The anti-communist campaign helped fuel the second revanchist movement, fascism. In a Germany impoverished by territorial losses and the injustices of the Versailles Treaty, the Nazis portrayed communists and Jews as actively destroying what was left of the country. They used them as scapegoats to mobilize the Germans into a war of reconquest, to restore the Reich.

The cataclysmic results of this for the Jewish people -- one out of every three of them in the world murdered -- increased Zionist demands for an independent nation. They became determined to retake the territory from which the Romans had expelled their ancestors two thousand years ago. Their historic chronicles and centuries of vowing “Next year in Jerusalem” convinced the Zionists the land actually belonged to them and they had the God-given right to take it back.

Their attempts to do so enraged the current residents, whose ancestors weren’t involved in the expulsion. For centuries Arabs had lived peacefully with Jewish minorities in their midst, but the proclamation of a Jewish state, seizures of land, and the influx of millions of Europeans were to them an invasion. The Arabs saw the creation of Israel as an effort to maintain European-US power in their region after the retreat of colonialism.

Their bitterness over this gave rise to the fourth revanchist movement, Islamic fundamentalism intent on revenging defeats, driving out the infidels, and reestablishing the grandeur of their ancient empire.

The fifth revanchist movement is the right-wing assault on the cultural changes of the 1960s and ‘70s. Deeply threatened by the creative chaos that erupted then, conservatives have launched a crusade to stamp it out and restore their version of virtue. From sexuality to religion to politics, liberating trends are being beaten back into conventionality.

It’s become clear that we live in a reactionary era. The conservatives have far more power than the progressives and are determined to use it with as much brutality as necessary to maintain control.

As radicals we’re defying the zeitgeist. We’re opposing not just the Republicans and the Baptists but the tenor of our times. The tide is against us.

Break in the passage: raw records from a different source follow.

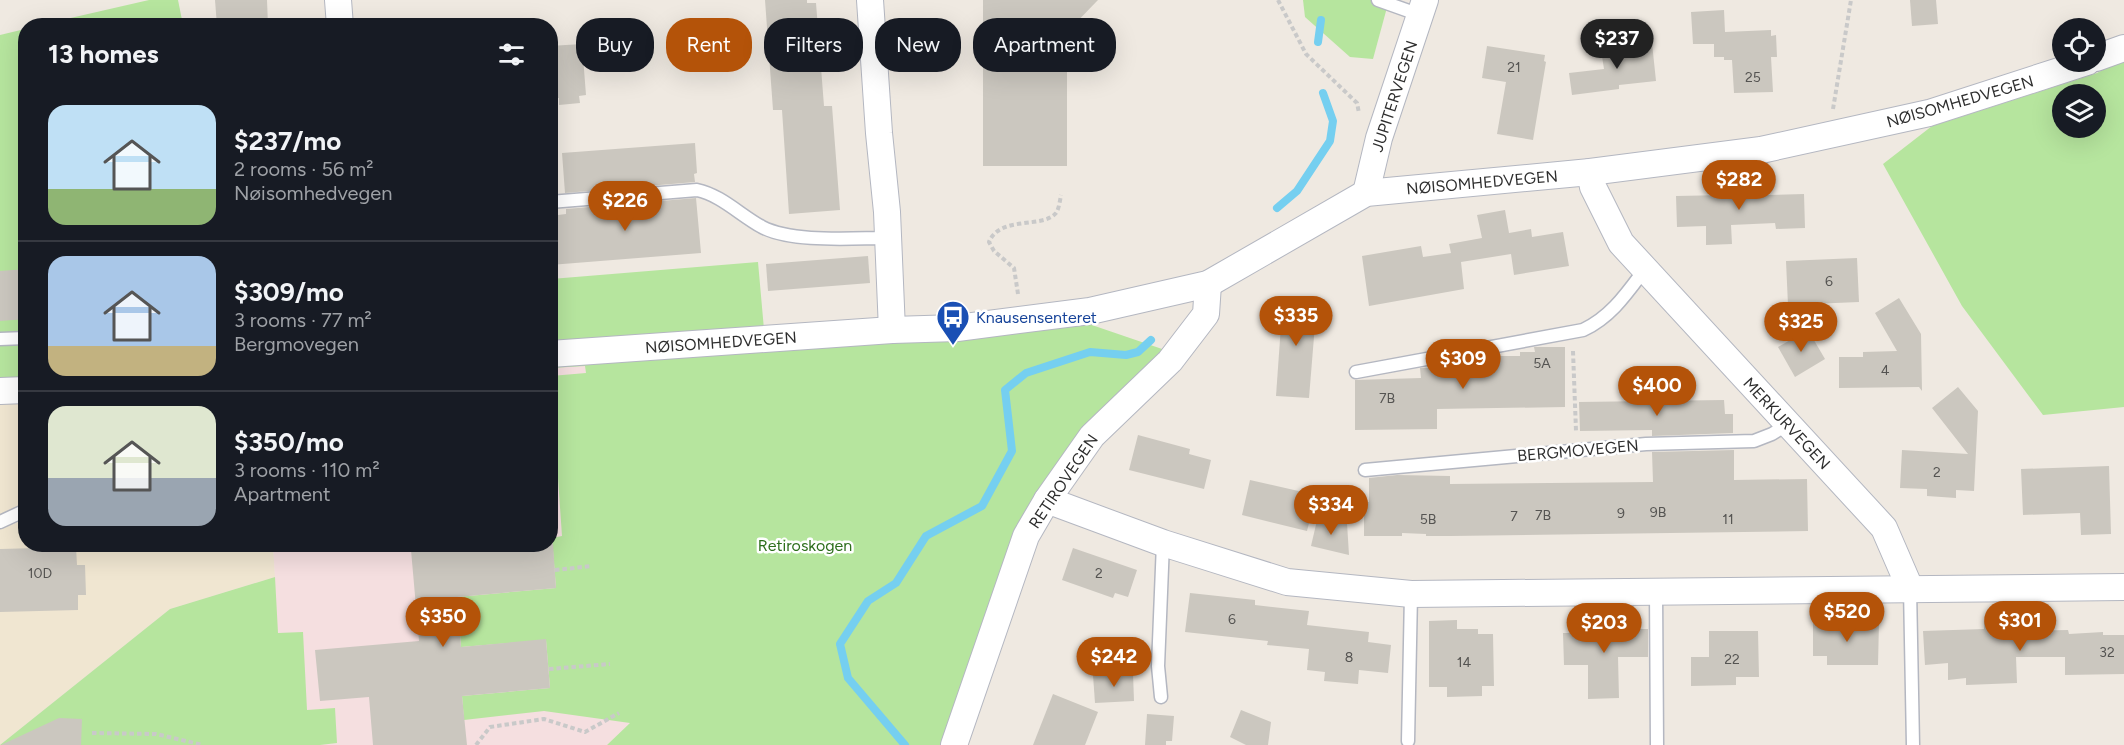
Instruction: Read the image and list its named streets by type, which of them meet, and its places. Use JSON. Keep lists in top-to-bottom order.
{
  "streets": {
    "street": [
      "JUPITERVEGEN",
      "NØISOMHEDVEGEN",
      "MERKURVEGEN",
      "RETIROVEGEN"
    ],
    "lane": ["BERGMOVEGEN"]
  },
  "crossings": [
    ["JUPITERVEGEN", "NØISOMHEDVEGEN"],
    ["NØISOMHEDVEGEN", "MERKURVEGEN"],
    ["NØISOMHEDVEGEN", "RETIROVEGEN"],
    ["MERKURVEGEN", "BERGMOVEGEN"]
  ],
  "parks": ["Retiroskogen"],
  "places": {
    "bus stop": ["Knausensenteret"]
  },
  "house_numbers": [
    "21",
    "25",
    "6",
    "5A",
    "4",
    "7B",
    "2",
    "9B",
    "9",
    "7B",
    "7",
    "5B",
    "11",
    "10D",
    "2",
    "6",
    "32",
    "8",
    "22",
    "14"
  ],
  "page": {
    "chip": [
      "Buy",
      "Rent",
      "Filters",
      "New",
      "Apartment"
    ],
    "heading": "13 homes",
    "price": [
      "$237",
      "$282",
      "$226",
      "$335",
      "$325",
      "$309",
      "$400",
      "$334",
      "$520",
      "$350",
      "$301",
      "$203",
      "$242"
    ],
    "list": [
      {
        "name": "$237/mo",
        "note": "2 rooms · 56 m² · Nøisomhedvegen"
      },
      {
        "name": "$309/mo",
        "note": "3 rooms · 77 m² · Bergmovegen"
      },
      {
        "name": "$350/mo",
        "note": "3 rooms · 110 m² · Apartment"
      }
    ]
  }
}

But tides change and zeitgeists change. Taking a farther look back in history, we should remember that none of the radicals of the mid 19th century lived to see their ideas put into practice. The reactionaries of their day squashed their efforts, and many of them died thinking they’d failed. But their work caused some cracks in the power structure, and now they are recognized as revolutionaries. Their writings and actions helped form our efforts, as ours will for the next wave.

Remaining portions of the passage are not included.